The main recipe I decided to veganize was quite basic: cream cheese, ranch dressing, grated cheese, hot sauce, and canned chicken. Another recipe I consulted also called for ranch dressing which I found puzzling since blue cheese dressing is the typical accompaniment to Buffalo wings. So, I was elated when I found Daiya brand blue cheese dressing and decided to substitute it.
For my version, I also used vegan cream cheese, Daiya shredded jack and cheddar blend, Pete’s hot sauce (I didn’t have Frank’s on-hand), and chickpeas in place of the chicken. However, I feel sure that the original protein must add a depth of flavor, so I used about 3/4 teaspoon vegan no-chicken base. It does up the salt level, so if you are hyper-sensitive to salt, you might want to omit. The rich and creamy mixture was plenty tangy without additional vinegar, but I felt it did need a hint of butter used in standard Buffalo sauce recipes, so I added 1 tablespoon.
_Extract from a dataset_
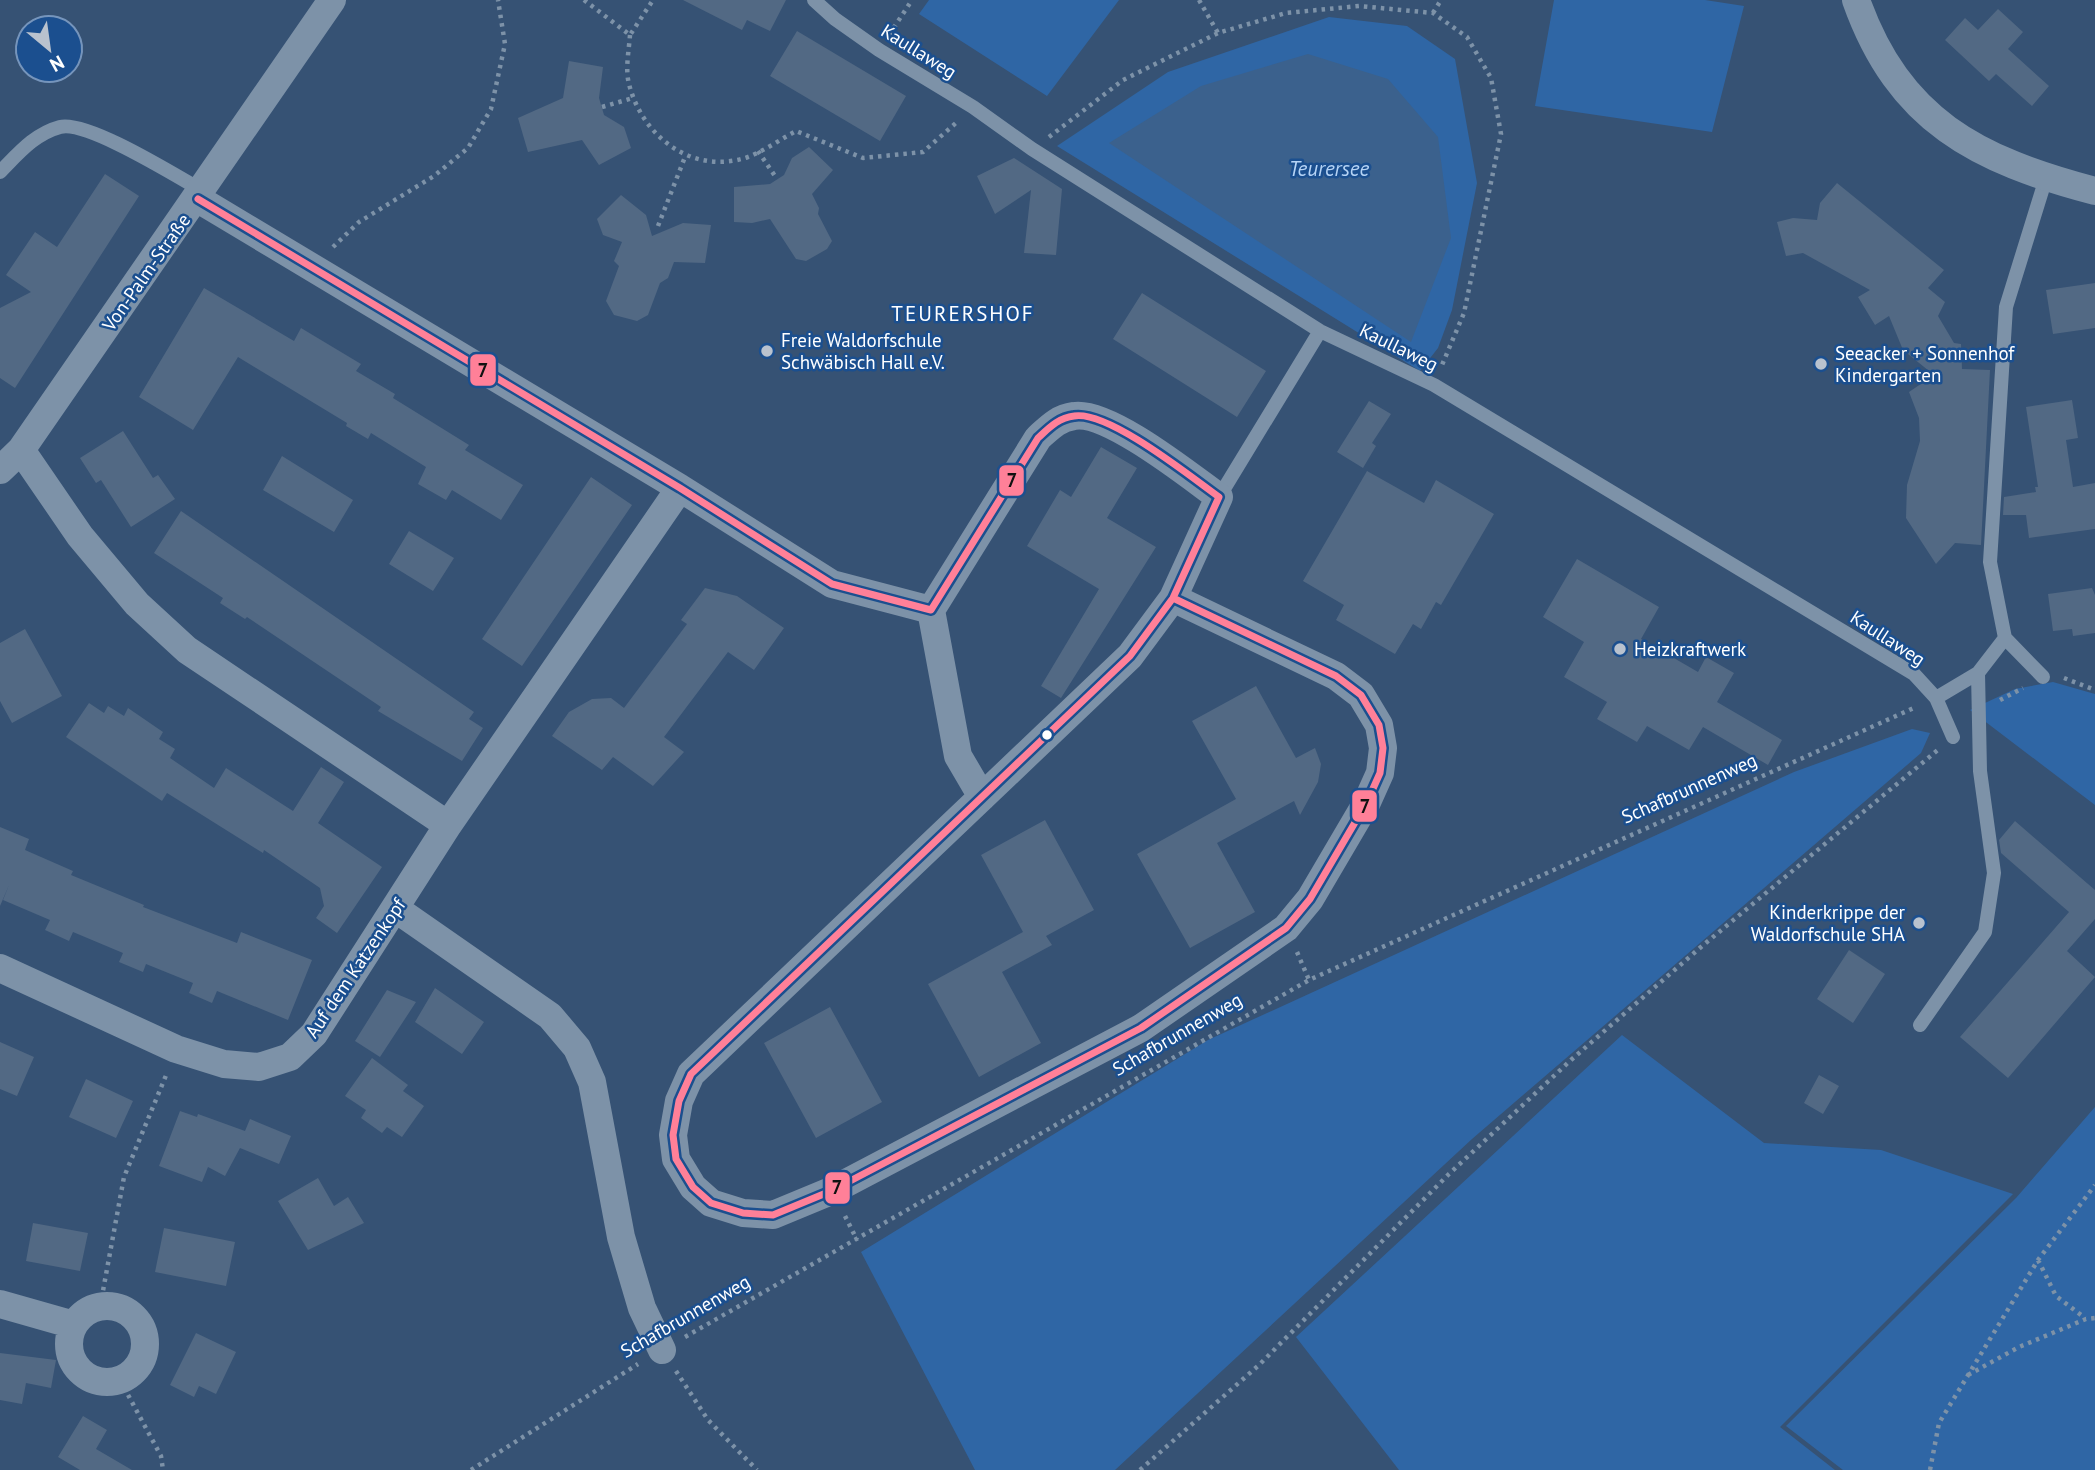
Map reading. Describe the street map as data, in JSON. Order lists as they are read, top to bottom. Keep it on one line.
{"streets":{"street":["Von-Palm-Straße","Auf dem Katzenkopf"],"lane":["Kaullaweg"],"path":["Schafbrunnenweg"]},"crossings":[["Kaullaweg","Schafbrunnenweg"]],"districts":["TEURERSHOF"],"water":["Teurersee"],"places":["Freie Waldorfschule Schwäbisch Hall e.V.","Seeacker + Sonnenhof Kindergarten","Heizkraftwerk","Kinderkrippe der Waldorfschule SHA"],"lines":["transit line 7"],"north":"bottom right"}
Also, I think everything savory is better with garlic and onion–an opinion Bob and I share–so I added minced garlic and, because he doesn’t care for cooked onion, I used finely sliced green onion both in the dip and over the top when its lusciousness emerged from the oven.
Again, I pronounce the end result perfection scooped up with celery sticks; Bob a “not bad” scooped up with Fritos; and that, friends, means that it is a winner for you and your carnivorous pals.
Vegan Baked Buffalo Dip
8 ounces vegan cream cheese
1/2 cup Pete’s or Frank’s hot sauce (plus a tablespoon more if you really crave that flavor and heat as I do)
1/2 cup vegan Blue “Cheese” or Ranch Dressing (I used Daiya brand, but you might try Just brand Ranch if you can’t find Daiya Blue “Cheese”)
1 cup shredded vegan cheddar or jack cheese or a combination (I used a Daiya brand combo)
3/4 teaspoon vegan no-chicken base
2 large cloves garlic minced
2-15 ounce cans chickpeas, rinsed and drained
2 green onions, thinly sliced
Accompaniment: fresh celery sticks and/or chips
Preheat oven to 350 degrees. Oil or spray a small baking or au gratin dish with non-stick cooking spray. Place all ingredients except chickpeas and green onions in a medium saucepan over low heat. Stir frequently until cheeses melt and the mixture is thick and creamy. Stir in chickpeas and all but about 1/4 of the green onion. Spoon into prepared dish and bake for 20 minutes. Remove from oven, sprinkle with reserved green onion, and serve immediately with fresh celery sticks and/or chips.